Task prompt
Show each line of the entries below in which the word "JSON" appears.

Task data

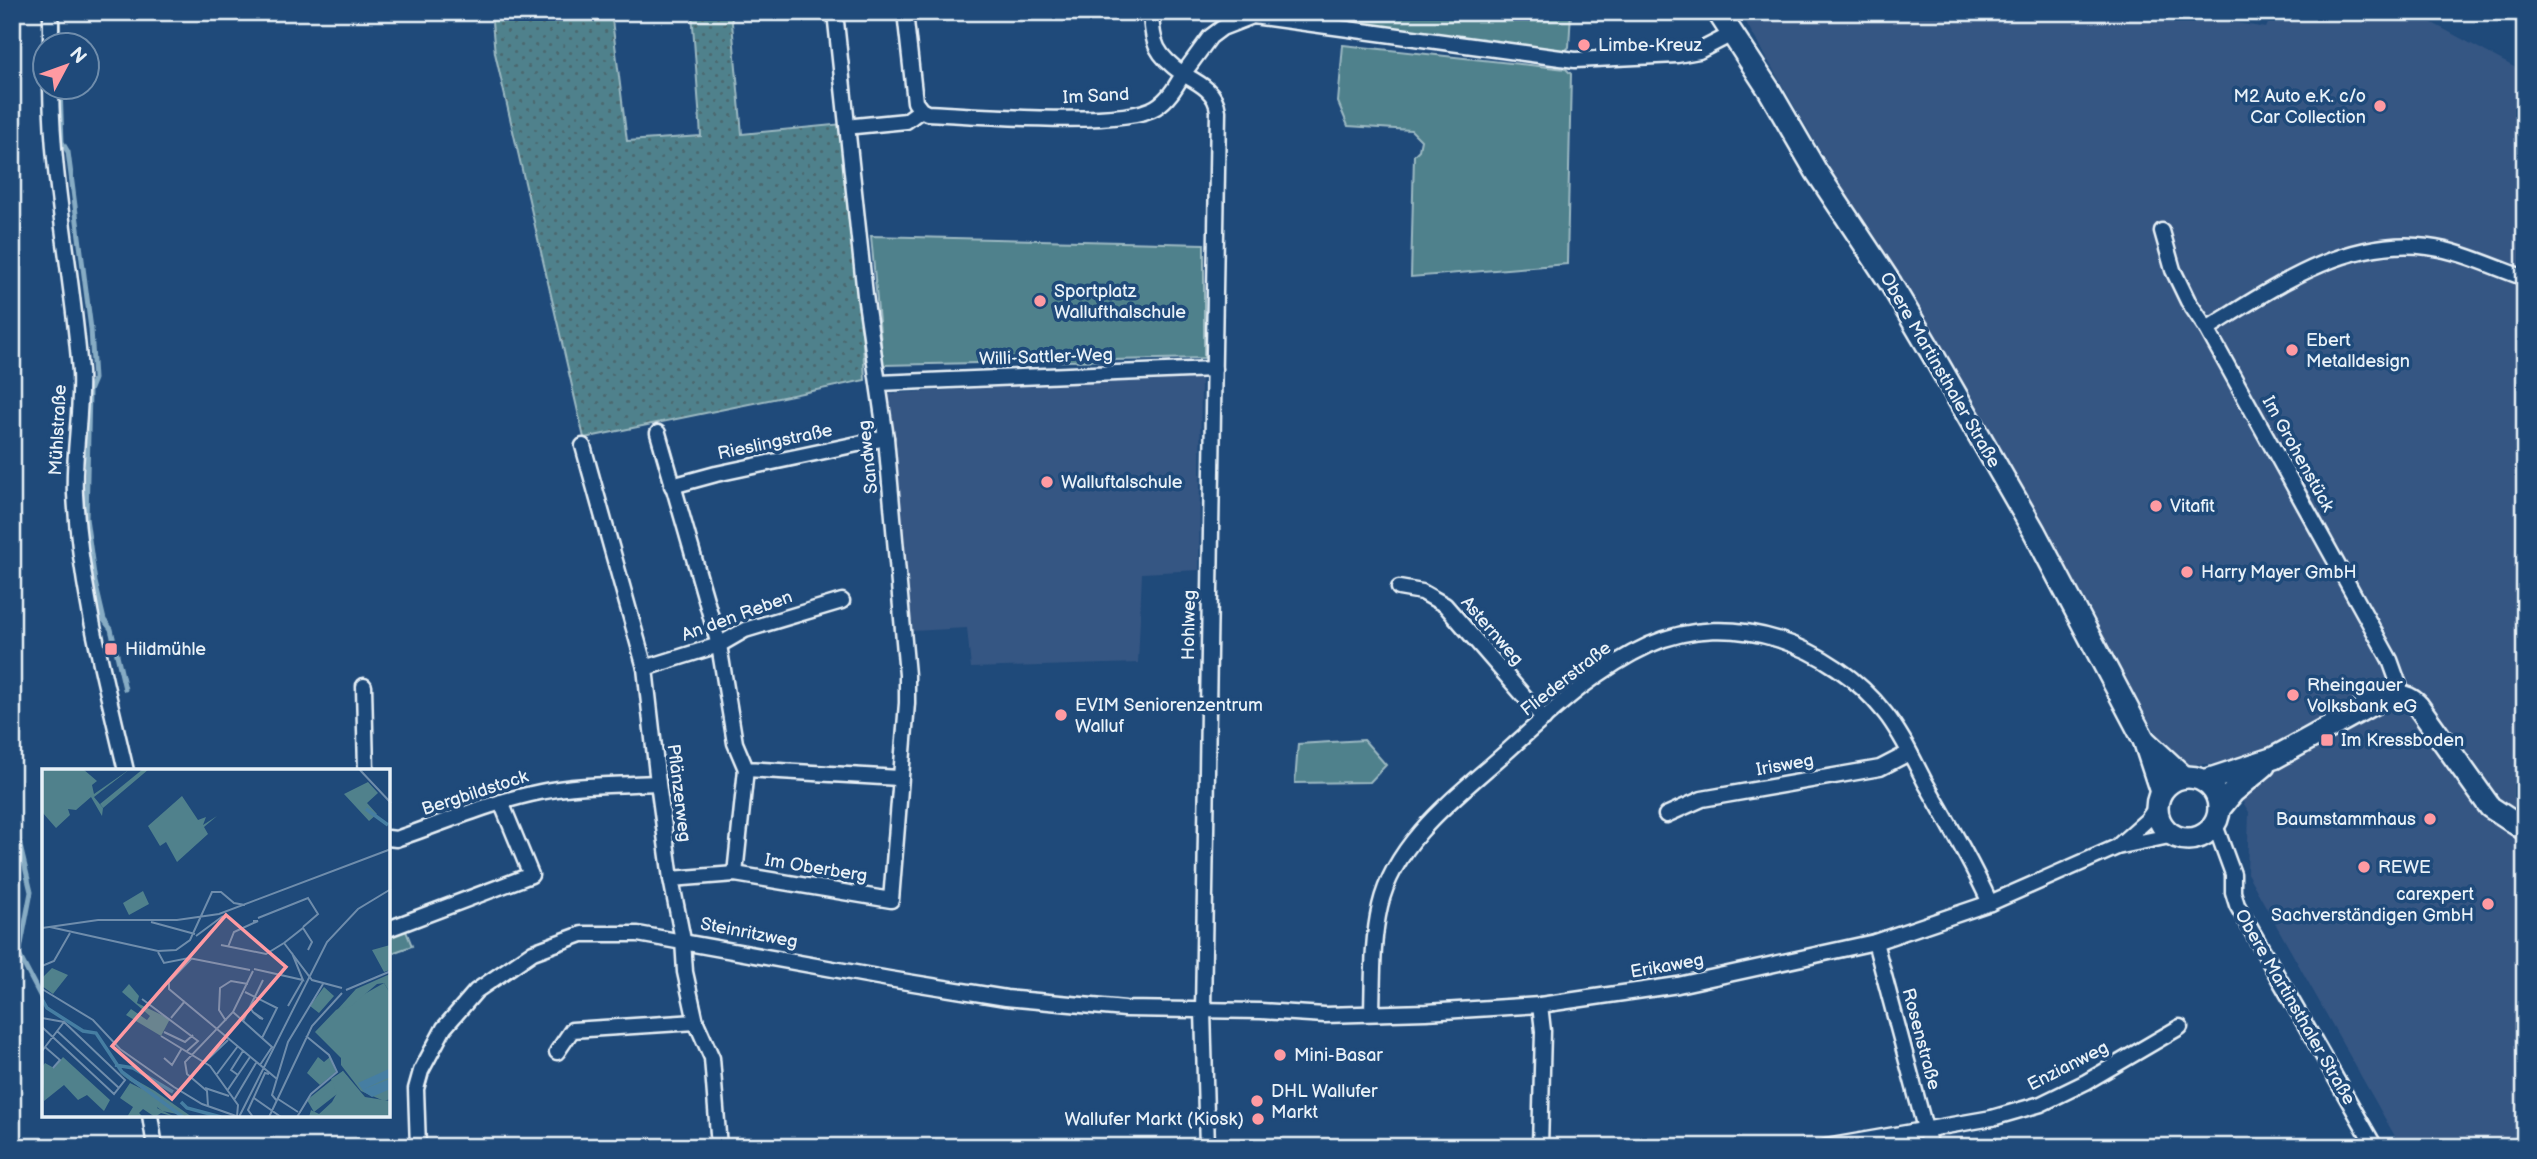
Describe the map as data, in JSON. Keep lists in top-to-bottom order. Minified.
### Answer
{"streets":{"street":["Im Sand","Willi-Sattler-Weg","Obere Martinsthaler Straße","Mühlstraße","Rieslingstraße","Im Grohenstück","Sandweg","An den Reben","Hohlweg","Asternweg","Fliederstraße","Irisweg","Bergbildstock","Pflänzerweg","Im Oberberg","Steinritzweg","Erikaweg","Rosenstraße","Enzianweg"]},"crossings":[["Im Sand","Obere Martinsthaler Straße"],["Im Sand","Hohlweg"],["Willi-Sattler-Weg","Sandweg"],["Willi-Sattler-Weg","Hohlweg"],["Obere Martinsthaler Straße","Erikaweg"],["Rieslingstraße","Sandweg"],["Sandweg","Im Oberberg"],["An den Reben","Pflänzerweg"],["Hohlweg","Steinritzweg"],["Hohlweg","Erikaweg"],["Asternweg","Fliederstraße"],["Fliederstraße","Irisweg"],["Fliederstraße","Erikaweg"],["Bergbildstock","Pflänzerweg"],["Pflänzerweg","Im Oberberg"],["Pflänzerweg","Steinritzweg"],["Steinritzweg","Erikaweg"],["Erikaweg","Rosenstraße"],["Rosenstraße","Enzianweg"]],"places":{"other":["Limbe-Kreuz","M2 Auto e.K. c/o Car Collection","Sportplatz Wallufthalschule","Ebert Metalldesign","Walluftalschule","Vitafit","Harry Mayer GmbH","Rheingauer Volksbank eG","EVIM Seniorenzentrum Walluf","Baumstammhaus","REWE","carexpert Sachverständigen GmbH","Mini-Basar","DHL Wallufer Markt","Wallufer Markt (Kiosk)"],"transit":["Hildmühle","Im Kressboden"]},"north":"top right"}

==

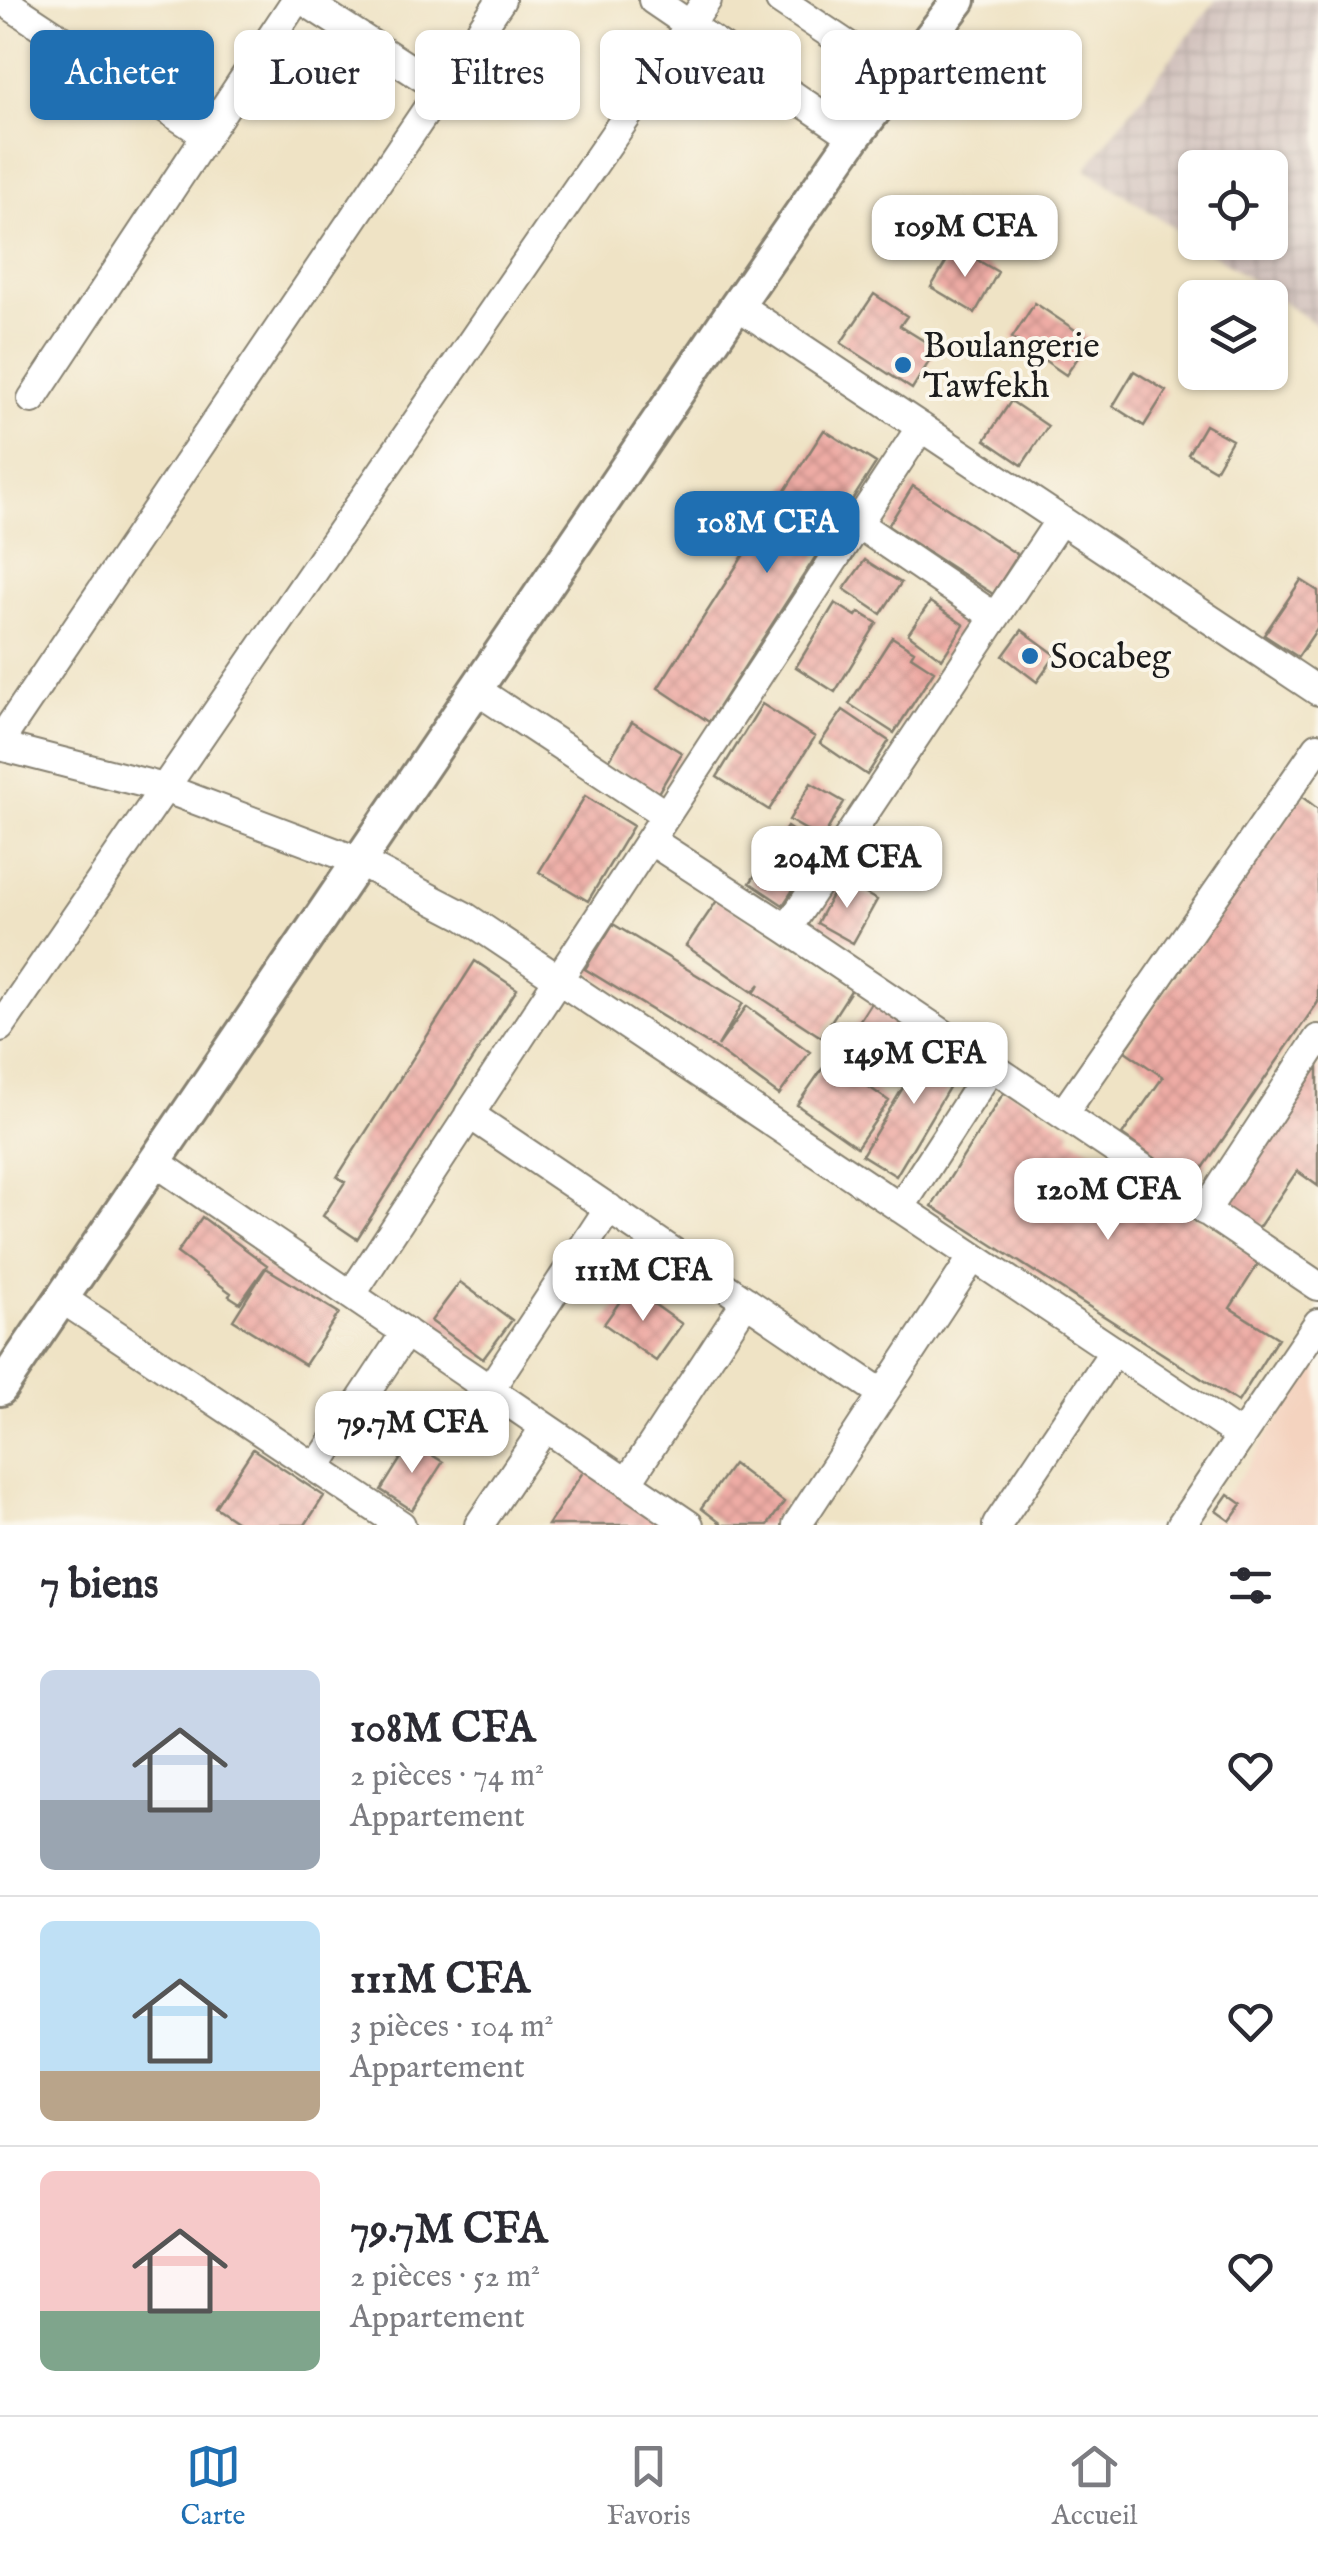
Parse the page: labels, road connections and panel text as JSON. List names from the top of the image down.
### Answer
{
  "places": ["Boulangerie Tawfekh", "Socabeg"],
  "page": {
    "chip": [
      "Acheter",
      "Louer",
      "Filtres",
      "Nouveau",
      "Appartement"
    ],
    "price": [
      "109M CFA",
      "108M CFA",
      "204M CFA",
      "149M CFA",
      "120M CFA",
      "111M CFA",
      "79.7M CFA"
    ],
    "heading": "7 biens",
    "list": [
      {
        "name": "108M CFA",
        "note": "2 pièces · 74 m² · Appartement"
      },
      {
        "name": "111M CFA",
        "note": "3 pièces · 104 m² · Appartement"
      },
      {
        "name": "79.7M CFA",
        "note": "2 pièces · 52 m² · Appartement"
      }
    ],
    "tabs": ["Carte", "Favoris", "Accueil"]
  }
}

Your solution
Describe the map as data, in JSON. Keep lists in top-to-bottom order. Minified.
Parse the page: labels, road connections and panel text as JSON. List names from the top of the image down.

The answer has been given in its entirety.